_INFORMATION SHOWN:_
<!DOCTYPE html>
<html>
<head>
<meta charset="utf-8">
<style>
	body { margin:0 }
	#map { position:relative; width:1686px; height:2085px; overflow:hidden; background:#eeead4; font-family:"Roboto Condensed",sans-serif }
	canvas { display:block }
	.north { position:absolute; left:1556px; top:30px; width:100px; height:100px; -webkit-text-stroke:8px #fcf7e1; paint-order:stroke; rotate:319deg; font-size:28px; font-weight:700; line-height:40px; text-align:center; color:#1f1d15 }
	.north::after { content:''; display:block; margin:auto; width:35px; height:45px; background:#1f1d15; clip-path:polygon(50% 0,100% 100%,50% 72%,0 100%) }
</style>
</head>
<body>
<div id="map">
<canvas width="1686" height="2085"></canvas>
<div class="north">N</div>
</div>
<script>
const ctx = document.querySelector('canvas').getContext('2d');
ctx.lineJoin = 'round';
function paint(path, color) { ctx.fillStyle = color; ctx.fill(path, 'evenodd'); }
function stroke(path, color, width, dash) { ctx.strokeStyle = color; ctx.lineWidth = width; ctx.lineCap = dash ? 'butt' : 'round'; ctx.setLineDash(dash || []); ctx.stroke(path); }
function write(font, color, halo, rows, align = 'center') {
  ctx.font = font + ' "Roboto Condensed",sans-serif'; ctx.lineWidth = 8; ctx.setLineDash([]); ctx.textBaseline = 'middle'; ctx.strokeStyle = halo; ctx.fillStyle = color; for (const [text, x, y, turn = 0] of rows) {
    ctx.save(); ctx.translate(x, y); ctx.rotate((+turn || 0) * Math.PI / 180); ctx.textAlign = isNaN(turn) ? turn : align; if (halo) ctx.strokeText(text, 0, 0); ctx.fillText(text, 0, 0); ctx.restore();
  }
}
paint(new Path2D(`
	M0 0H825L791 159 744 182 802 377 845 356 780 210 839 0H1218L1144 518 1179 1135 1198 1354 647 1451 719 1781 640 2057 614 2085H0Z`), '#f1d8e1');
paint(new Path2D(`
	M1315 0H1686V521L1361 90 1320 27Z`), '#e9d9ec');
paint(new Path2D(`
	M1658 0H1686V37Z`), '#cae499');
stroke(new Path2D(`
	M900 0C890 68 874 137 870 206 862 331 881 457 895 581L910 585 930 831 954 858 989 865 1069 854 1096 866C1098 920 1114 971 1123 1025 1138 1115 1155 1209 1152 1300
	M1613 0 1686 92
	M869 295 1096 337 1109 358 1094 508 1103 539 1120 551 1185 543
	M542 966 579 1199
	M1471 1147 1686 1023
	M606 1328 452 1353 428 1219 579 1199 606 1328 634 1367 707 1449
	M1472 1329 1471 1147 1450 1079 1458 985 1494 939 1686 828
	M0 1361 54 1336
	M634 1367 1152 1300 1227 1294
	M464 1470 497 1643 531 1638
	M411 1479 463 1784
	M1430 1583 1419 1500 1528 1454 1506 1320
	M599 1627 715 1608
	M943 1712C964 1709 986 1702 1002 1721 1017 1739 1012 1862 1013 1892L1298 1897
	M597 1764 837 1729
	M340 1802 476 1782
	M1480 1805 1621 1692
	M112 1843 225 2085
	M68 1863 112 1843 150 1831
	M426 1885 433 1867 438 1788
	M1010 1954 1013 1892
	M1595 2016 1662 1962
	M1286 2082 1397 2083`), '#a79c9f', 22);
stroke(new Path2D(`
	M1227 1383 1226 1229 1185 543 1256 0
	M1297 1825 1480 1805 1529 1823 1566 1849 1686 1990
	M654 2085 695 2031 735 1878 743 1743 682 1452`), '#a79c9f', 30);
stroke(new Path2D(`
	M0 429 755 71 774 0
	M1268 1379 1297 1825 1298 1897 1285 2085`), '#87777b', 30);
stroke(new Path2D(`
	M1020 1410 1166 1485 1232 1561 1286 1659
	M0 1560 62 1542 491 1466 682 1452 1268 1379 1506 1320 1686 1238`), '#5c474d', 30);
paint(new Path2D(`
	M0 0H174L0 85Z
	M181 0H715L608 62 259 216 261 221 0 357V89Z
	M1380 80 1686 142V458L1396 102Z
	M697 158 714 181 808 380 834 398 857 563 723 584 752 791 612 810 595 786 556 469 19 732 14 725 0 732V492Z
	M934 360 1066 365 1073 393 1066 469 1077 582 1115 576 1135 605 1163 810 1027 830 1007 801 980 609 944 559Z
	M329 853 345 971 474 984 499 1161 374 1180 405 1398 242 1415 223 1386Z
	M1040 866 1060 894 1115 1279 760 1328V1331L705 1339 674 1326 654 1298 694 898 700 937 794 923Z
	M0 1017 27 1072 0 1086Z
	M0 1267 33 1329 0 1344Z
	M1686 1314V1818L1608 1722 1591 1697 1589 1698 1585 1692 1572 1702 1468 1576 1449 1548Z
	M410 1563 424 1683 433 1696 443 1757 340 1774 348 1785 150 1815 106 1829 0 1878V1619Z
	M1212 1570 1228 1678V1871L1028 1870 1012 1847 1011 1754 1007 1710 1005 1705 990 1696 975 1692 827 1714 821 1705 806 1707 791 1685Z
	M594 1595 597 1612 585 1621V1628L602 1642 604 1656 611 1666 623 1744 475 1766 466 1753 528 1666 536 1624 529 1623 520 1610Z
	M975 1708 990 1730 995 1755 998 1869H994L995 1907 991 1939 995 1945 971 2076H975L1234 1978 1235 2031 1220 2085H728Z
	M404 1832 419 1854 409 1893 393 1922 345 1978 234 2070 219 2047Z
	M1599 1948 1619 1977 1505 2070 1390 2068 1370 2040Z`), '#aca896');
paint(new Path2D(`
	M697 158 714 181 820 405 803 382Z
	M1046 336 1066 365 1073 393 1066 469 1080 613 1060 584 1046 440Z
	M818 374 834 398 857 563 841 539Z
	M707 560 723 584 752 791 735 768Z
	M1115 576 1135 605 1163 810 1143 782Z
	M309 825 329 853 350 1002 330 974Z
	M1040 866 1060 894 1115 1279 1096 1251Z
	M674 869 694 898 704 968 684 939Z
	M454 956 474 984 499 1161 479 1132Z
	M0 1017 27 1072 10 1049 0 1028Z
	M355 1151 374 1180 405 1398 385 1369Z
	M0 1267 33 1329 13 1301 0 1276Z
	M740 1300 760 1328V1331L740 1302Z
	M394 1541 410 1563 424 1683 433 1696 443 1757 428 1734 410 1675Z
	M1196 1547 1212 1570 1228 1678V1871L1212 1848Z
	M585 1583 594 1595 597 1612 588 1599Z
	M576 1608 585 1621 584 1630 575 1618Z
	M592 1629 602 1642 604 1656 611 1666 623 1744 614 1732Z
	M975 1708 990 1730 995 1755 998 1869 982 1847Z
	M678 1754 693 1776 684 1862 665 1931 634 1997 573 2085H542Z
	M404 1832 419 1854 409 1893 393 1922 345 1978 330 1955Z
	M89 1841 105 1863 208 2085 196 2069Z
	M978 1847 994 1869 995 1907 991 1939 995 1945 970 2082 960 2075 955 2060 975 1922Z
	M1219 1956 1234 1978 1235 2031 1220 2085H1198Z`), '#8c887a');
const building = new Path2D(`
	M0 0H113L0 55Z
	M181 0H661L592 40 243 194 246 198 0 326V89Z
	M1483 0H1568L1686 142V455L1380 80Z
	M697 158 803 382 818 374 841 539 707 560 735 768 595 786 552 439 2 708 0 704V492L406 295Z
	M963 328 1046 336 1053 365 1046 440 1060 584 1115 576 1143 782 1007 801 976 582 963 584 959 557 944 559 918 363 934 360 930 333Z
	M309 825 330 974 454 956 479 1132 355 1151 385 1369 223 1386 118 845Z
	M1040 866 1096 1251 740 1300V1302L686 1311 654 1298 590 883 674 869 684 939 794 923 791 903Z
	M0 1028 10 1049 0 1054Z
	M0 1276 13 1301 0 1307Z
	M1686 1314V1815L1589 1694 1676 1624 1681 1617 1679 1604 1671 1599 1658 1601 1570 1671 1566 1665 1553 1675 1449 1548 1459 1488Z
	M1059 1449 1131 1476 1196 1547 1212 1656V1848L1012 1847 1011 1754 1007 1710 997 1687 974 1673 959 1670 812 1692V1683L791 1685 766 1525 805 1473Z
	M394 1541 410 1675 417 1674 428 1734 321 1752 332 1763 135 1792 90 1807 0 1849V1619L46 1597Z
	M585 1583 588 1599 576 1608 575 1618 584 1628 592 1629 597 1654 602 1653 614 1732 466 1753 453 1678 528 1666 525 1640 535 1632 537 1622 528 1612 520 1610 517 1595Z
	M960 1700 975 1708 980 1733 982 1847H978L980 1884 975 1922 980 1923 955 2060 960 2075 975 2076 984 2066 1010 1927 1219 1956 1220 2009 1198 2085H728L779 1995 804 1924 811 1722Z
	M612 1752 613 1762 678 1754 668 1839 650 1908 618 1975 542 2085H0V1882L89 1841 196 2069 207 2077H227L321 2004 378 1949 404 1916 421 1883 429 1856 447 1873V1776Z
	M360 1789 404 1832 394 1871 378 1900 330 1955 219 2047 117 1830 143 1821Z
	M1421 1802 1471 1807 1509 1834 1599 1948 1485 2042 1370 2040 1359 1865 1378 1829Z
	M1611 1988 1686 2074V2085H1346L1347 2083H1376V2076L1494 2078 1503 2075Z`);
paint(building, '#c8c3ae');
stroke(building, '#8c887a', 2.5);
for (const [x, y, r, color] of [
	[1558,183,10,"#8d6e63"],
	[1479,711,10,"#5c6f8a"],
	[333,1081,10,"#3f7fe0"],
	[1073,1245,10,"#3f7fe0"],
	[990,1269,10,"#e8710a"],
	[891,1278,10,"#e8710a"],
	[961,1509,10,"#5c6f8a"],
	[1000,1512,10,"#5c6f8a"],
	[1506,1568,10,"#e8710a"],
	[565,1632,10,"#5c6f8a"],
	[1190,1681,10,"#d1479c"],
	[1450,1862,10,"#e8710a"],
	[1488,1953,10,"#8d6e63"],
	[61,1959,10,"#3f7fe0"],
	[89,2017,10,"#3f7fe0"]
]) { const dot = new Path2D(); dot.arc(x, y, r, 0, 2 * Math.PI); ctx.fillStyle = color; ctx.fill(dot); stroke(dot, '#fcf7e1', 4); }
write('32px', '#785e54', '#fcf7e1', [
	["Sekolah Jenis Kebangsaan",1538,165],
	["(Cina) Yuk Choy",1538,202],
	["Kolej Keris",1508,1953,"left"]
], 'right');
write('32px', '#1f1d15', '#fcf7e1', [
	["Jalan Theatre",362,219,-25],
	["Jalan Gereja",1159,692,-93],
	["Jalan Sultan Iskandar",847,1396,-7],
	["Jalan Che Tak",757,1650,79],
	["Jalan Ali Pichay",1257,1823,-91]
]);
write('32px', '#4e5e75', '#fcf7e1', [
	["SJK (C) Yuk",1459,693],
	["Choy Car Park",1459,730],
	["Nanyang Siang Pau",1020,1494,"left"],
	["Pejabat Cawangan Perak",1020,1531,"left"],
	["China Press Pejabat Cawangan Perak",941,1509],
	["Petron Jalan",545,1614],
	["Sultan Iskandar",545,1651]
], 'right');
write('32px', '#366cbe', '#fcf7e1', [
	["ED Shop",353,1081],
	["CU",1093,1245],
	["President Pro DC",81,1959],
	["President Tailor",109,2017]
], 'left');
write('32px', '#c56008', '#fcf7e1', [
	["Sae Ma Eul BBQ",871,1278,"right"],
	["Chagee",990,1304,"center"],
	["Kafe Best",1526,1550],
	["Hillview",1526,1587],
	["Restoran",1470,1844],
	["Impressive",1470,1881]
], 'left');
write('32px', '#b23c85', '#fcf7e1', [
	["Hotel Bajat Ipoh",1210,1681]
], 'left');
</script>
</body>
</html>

_ACTIVITY:_
Print, without alteration, only the lines above between the one holding "M542 966 579 1199" and the one holding "M0 429 755 71 774 0", inclusive.

_RESULT FOR THIS EXERCISE:_
	M542 966 579 1199
	M1471 1147 1686 1023
	M606 1328 452 1353 428 1219 579 1199 606 1328 634 1367 707 1449
	M1472 1329 1471 1147 1450 1079 1458 985 1494 939 1686 828
	M0 1361 54 1336
	M634 1367 1152 1300 1227 1294
	M464 1470 497 1643 531 1638
	M411 1479 463 1784
	M1430 1583 1419 1500 1528 1454 1506 1320
	M599 1627 715 1608
	M943 1712C964 1709 986 1702 1002 1721 1017 1739 1012 1862 1013 1892L1298 1897
	M597 1764 837 1729
	M340 1802 476 1782
	M1480 1805 1621 1692
	M112 1843 225 2085
	M68 1863 112 1843 150 1831
	M426 1885 433 1867 438 1788
	M1010 1954 1013 1892
	M1595 2016 1662 1962
	M1286 2082 1397 2083`), '#a79c9f', 22);
stroke(new Path2D(`
	M1227 1383 1226 1229 1185 543 1256 0
	M1297 1825 1480 1805 1529 1823 1566 1849 1686 1990
	M654 2085 695 2031 735 1878 743 1743 682 1452`), '#a79c9f', 30);
stroke(new Path2D(`
	M0 429 755 71 774 0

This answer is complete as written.